Abstract

A 49-year-old female presented with complaints of angina and dyspnea on exertion for last 4 months, which caused significant limitation of ordinary physical activity. She had poorly controlled diabetes mellitus type 2 with HbA1C of 10.3%. EKG showed complete LBBB with QRS duration of 180 milliseconds. Echocardiogram was consistent with dilated left ventricle and global hypokinesia of left ventricle with ejection fraction of 25-30%. There was marked reduction in GLS (GLPS average of -7.0%). She underwent coronary angiogram which revealed normal epicardial coronary arteries. 99m Tc-sestamibi SPECT myocardial perfusion imaging (MPI) at rest, demonstrated moderate to severe ischemia involving apical, antero-septal, adjacent anterior wall and adjacent basal 2/3 rd of inferior wall segments of LV myocardium (involving approx.~73% of RCA territory and 57% of LAD territory at 50% uptake threshold).

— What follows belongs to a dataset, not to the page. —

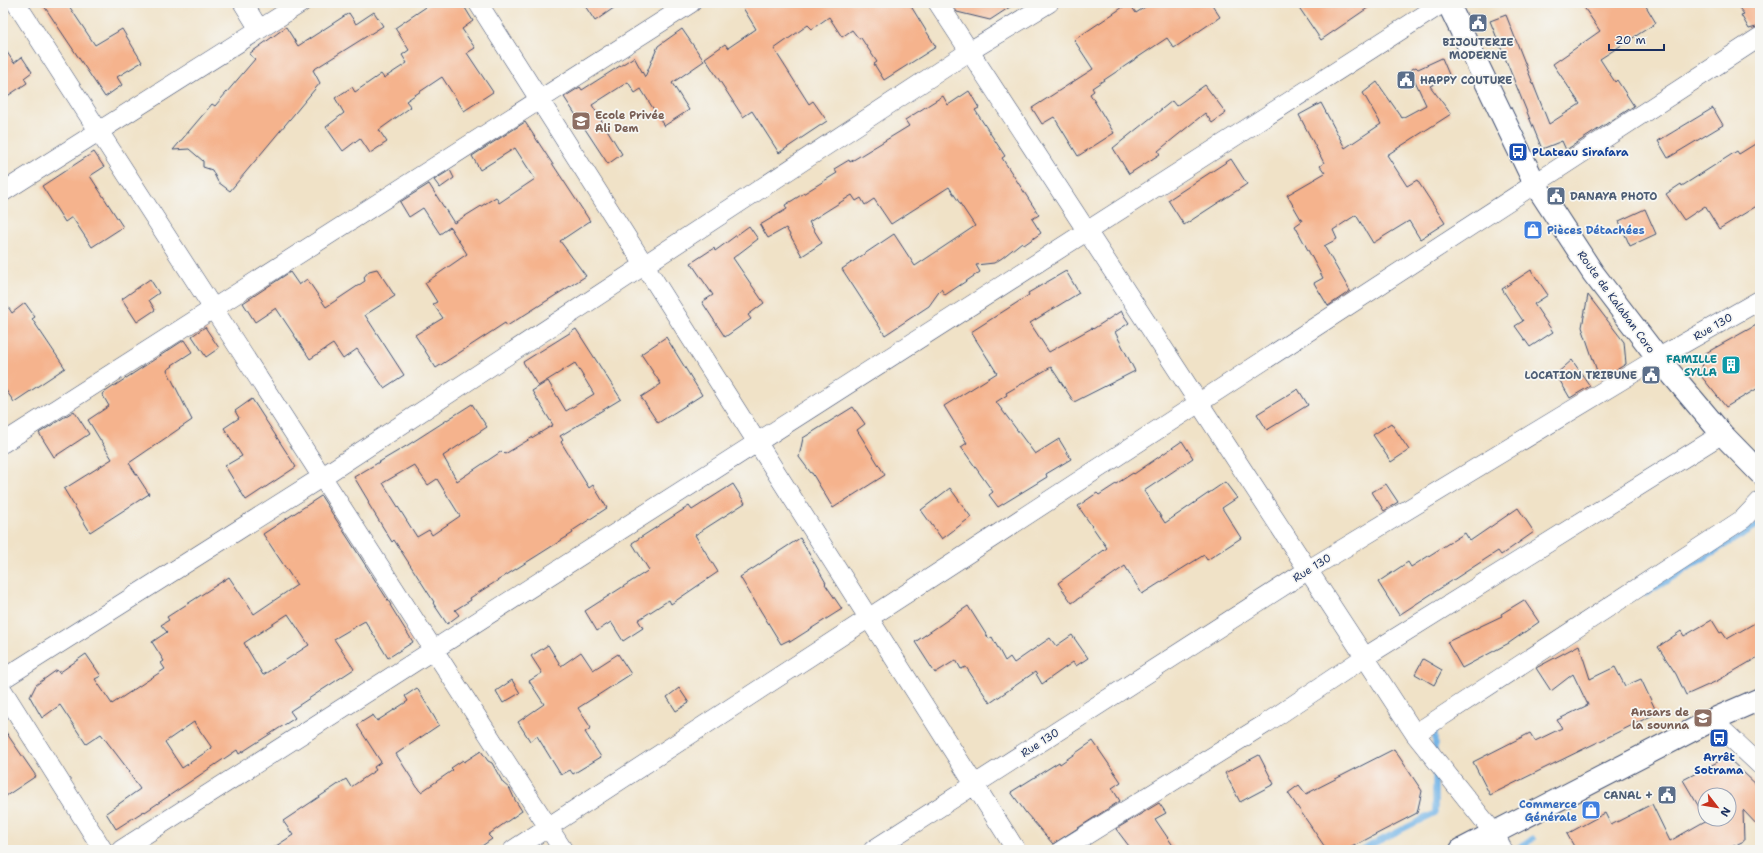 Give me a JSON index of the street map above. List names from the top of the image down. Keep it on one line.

There was wall motion abnormality in above mentioned segments on ECG gated SPECT and estimated LVEF with QGS was ~29±5%. She has been started on anti-ischemic measures, guideline directed therapy for HFrEF and comprehensive diabetes care. Diabetic cardiomyopathy is myocardial dysfunction with normal epicardial coronary arteries and absence of other cardiovascular diseases. It is characterized by myocardial fibrosis and associated systolic dysfunction preceded by diastolic dysfunction. Cardiac insulin resistance leads to advanced glycation end products, microvascular dysfunction etc. Perfusion defects observed during MPI in patients with LBBB may be due to CAD, microvascular dysfunction, or artifacts. In the setting of LBBB, isolated anteroseptal defect has low probability of CAD but presence of perfusion defects in RCA territory and apical region increases probability of ischemic events.In this case, there was ischemia with systolic dysfunction in the absence of any overt clinical coronary artery disease and no other identifiable cause.